Chris shrugged as if pleased she’d introduced a safe topic. “Actually, no cast. He just has to wear one of those Velcro things. Even that, probably only a week.”

“I thought you said he had a compound fracture!”

He grinned. “Yeah, well, air is everywhere, Becca. He’ll heal pretty quick now that we’re out of that room.” Then he lost the smile. “How are you?”

Her turn to shrug. “I haven’t heard from my father, if that’s what you’re asking.”

“It’s not.” He leaned close, his voice low, intense. “You, Becca. How are you?”

She shifted on the bench and looked out at the yard. “Confused.”

“Yeah?” Chris reached out a hand and brushed a piece of hair from her face, tucking it behind her ear.

His touch was gentle but electric, and it made her breath catch. But that was all he did before settling against the backrest. Maybe it was a casual thing. She shouldn’t read meaning into it, the way she had with Hunter.

“I don’t know why my father would keep this from me,” she said.

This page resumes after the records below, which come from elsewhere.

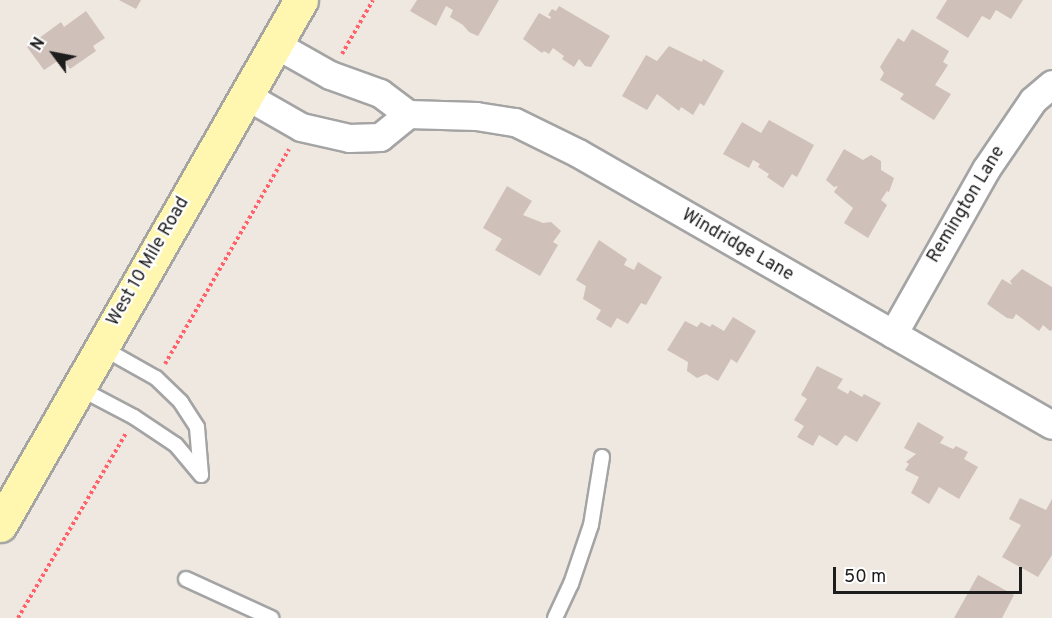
<!DOCTYPE html>
<html>
<head>
<meta charset="utf-8">
<style>
	body { margin:0 }
	#map { position:relative; width:1052px; height:618px; overflow:hidden; background:#efe8e1; font-family:Overpass,sans-serif }
	div>[style] { position:absolute }
	[style*='--x'] { left:calc(var(--x)*1px); top:calc(var(--y)*1px); width:calc(var(--w)*1px); rotate:calc(var(--a)*1deg) }
	.building>* { inset:0; background:#cfc0ba }
	.path>* { height:4px; margin-top:-2px; transform-origin:0; background:repeating-linear-gradient(90deg,#ff626a 0 3px,transparent 0 6px) }
	.roads { filter:drop-shadow(2px 0 #a4a4a4) drop-shadow(-2px 0 #a4a4a4) drop-shadow(0 2px #a4a4a4) drop-shadow(0 -2px #a4a4a4) }
	.lane>* { height:14px; margin:-7px; padding:0 7px; transform-origin:7px; border-radius:7px; background:#fff }
	.street>* { height:27px; margin:-13.5px; padding:0 13.5px; transform-origin:13.5px; border-radius:13.5px; background:#fff }
	.secondary>* { height:33px; margin:-16.5px; padding:0 16.5px; transform-origin:16.5px; border-radius:16.5px; background:#fff7af }
	span { translate:-50% -50%; white-space:nowrap; text-align:center; line-height:1.15; -webkit-text-stroke:4.5px #fff; paint-order:stroke }
	.street-label { font-size:18px; color:#1d1d1d }
	.north { position:absolute; left:24px; top:24px; width:60px; height:60px; -webkit-text-stroke:4px #fff; paint-order:stroke; rotate:302deg; font-size:16px; font-weight:700; line-height:24px; text-align:center; color:#1d1d1d }
	.north::after { content:''; display:block; margin:auto; width:21px; height:27px; background:#1d1d1d; clip-path:polygon(50% 0,100% 100%,50% 72%,0 100%) }
	.scale { position:absolute; left:833px; top:567px; width:189px; height:27px; box-sizing:border-box; border:3px solid #1d1d1d; border-top:0; padding-left:8px; font-size:18px; line-height:21px; white-space:nowrap; color:#1d1d1d; -webkit-text-stroke:4px #fff; paint-order:stroke }
</style>
</head>
<body>
<div id="map">
	<div class="building">
		<div style="clip-path:polygon(119px 0,141px 0,136px 9px)"></div>
		<div style="clip-path:polygon(417px 0,499px 0,478px 36px,469px 32px,463px 25px,450px 17px,453px 10px,446px 6px,436px 26px,410px 11px)"></div>
		<div style="clip-path:polygon(947px 0,1023px 0,1011px 19px,996px 10px,990px 20px,982px 16px,968px 38px,936px 18px)"></div>
		<div style="clip-path:polygon(559px 6px,610px 36px,591px 67px,585px 66px,579px 59px,574px 67px,562px 59px,564px 56px,553px 48px,549px 54px,544px 51px,542px 53px,523px 39px,539px 13px,550px 19px,551px 17px,548px 15px,552px 9px,556px 11px)"></div>
		<div style="clip-path:polygon(86px 11px,105px 38px,93px 46px,96px 51px,70px 69px,62px 58px,44px 70px,27px 47px,61px 22px,64px 27px)"></div>
		<div style="clip-path:polygon(912px 29px,949px 51px,943px 62px,948px 65px,935px 85px,951px 94px,934px 120px,900px 99px,904px 94px,880px 80px,884px 73px,880px 67px,886px 57px,898px 38px,904px 42px)"></div>
		<div style="clip-path:polygon(669px 46px,702px 62px,703px 59px,724px 71px,704px 106px,700px 103px,693px 115px,681px 107px,679px 111px,657px 94px,647px 110px,622px 96px,646px 55px,657px 61px)"></div>
		<div style="clip-path:polygon(769px 120px,814px 145px,797px 177px,792px 174px,783px 188px,767px 177px,769px 174px,758px 167px,760px 164px,753px 160px,749px 168px,723px 154px,742px 122px,761px 133px)"></div>
		<div style="clip-path:polygon(844px 149px,863px 160px,871px 155px,881px 161px,881px 170px,894px 178px,889px 192px,887px 191px,881px 200px,887px 205px,868px 238px,844px 223px,853px 208px,834px 192px,838px 186px,834px 187px,826px 180px)"></div>
		<div style="clip-path:polygon(507px 186px,532px 201px,523px 215px,543px 223px,551px 222px,561px 231px,553px 242px,558px 245px,540px 276px,495px 250px,502px 239px,483px 228px)"></div>
		<div style="clip-path:polygon(599px 240px,627px 259px,624px 265px,634px 270px,638px 262px,662px 277px,646px 305px,641px 303px,628px 324px,617px 318px,611px 328px,596px 319px,601px 310px,583px 299px,586px 286px,576px 280px)"></div>
		<div style="clip-path:polygon(1022px 269px,1052px 287px,1052px 330px,1050px 331px,1043px 325px,1039px 331px,1016px 314px,1013px 319px,1007px 318px,987px 304px,1002px 279px,1012px 285px,1010px 281px)"></div>
		<div style="clip-path:polygon(733px 317px,756px 331px,737px 363px,731px 359px,718px 381px,706px 374px,697px 378px,687px 371px,688px 362px,667px 350px,685px 321px,697px 327px,701px 322px,710px 327px,712px 324px,724px 331px)"></div>
		<div style="clip-path:polygon(817px 366px,843px 379px,837px 388px,848px 394px,850px 390px,862px 397px,864px 394px,881px 403px,857px 442px,845px 435px,837px 446px,819px 435px,813px 446px,797px 437px,804px 426px,794px 420px,807px 399px,801px 395px)"></div>
		<div style="clip-path:polygon(918px 422px,944px 437px,940px 443px,953px 449px,956px 446px,968px 452px,964px 459px,978px 467px,959px 499px,939px 487px,929px 504px,911px 493px,919px 477px,905px 470px,909px 464px,906px 462px,916px 454px,904px 448px)"></div>
		<div style="clip-path:polygon(1020px 498px,1046px 510px,1052px 499px,1052px 555px,1038px 577px,1002px 557px,1021px 525px,1009px 519px)"></div>
		<div style="clip-path:polygon(978px 575px,1014px 595px,1002px 618px,954px 618px)"></div>
	</div>
	<div class="path">
		<div style="--x:342;--y:54;--w:62;--a:-60.1"></div>
		<div style="--x:165;--y:364;--w:248;--a:-60"></div>
		<div style="--x:18;--y:618;--w:214;--a:-59.7"></div>
	</div>
	<div class="roads">
		<div class="lane">
			<div style="--x:79;--y:388;--w:62;--a:27.8"></div>
			<div style="--x:134;--y:417;--w:50;--a:33.7"></div>
			<div style="--x:176;--y:445;--w:39;--a:50"></div>
			<div style="--x:201;--y:475;--w:48;--a:-94.8"></div>
			<div style="--x:197;--y:427;--w:30;--a:-123"></div>
			<div style="--x:181;--y:402;--w:35;--a:-136"></div>
			<div style="--x:156;--y:378;--w:63;--a:-150.6"></div>
			<div style="--x:186;--y:579;--w:94;--a:24.6"></div>
			<div style="--x:555;--y:618;--w:38;--a:-65"></div>
			<div style="--x:571;--y:584;--w:62;--a:-71.3"></div>
			<div style="--x:591;--y:525;--w:69;--a:-80.8"></div>
		</div>
		<div class="street">
			<div style="--x:275;--y:44;--w:63;--a:29.4"></div>
			<div style="--x:330;--y:75;--w:53;--a:19.8"></div>
			<div style="--x:380;--y:93;--w:35;--a:37"></div>
			<div style="--x:408;--y:114;--w:68;--a:1.7"></div>
			<div style="--x:476;--y:116;--w:39;--a:9"></div>
			<div style="--x:515;--y:122;--w:70;--a:26.2"></div>
			<div style="--x:578;--y:153;--w:546;--a:29.85"></div>
			<div style="--x:245;--y:95;--w:64;--a:29.7"></div>
			<div style="--x:301;--y:127;--w:49;--a:12.9"></div>
			<div style="--x:349;--y:138;--w:31;--a:-2"></div>
			<div style="--x:380;--y:137;--w:36;--a:-39"></div>
			<div style="--x:893;--y:334;--w:189;--a:-60.6"></div>
			<div style="--x:986;--y:169;--w:83;--a:-55.7"></div>
			<div style="--x:1033;--y:100;--w:25;--a:-40"></div>
		</div>
		<div class="secondary">
			<div style="--x:0;--y:525;--w:605;--a:-60.17"></div>
		</div>
	</div>
	<div class="street-label">
		<span style="left:967px;top:205px;rotate:-59deg">Remington Lane</span>
		<span style="left:737px;top:246px;rotate:30deg">Windridge Lane</span>
		<span style="left:149px;top:262px;rotate:-60deg">West 10 Mile Road</span>
	</div>
	<div class="north">N</div>
	<div class="scale">50 m</div>
</div>
</body>
</html>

“From what Hunter told me, he had his reasons.”

She sat up straight. “You talked to Hunter?”

He nodded.

“Did anyone throw a punch?”

He raised an eyebrow. “Not the way you mean. But Gabriel asked him about that self-defense stuff.”

“So you’re all friends now?”

“Not by a long shot.” He shook his head. “Michael says Hunter’s lonely. I actually think he feels bad for the kid.”

“You know Hunter held a gun to his head. He came here to kill him.”

Chris shrugged. “Guys bond over weird stuff, I guess.” He leaned in again and sighed. “Jesus, Becca, it’s impossible to get you to talk about yourself. I didn’t even mean the Elemental stuff. Are you okay?”

She stared across into his blue eyes, just now wide with emotion.

And then she realized he was talking about what had happened at Homecoming.

“Yeah,” she said, and she hated that her voice was rough. “I wasn’t going to say anything. It was—you stopped them.” Her shoulders felt tight, braced against the wood of the swing. “I didn’t think it would do any good. I figured everyone would be talking about me again, and I just—I didn’t want to go through that.” She gave a little laugh, and was surprised when a tear rolled off her cheek to land on her finger.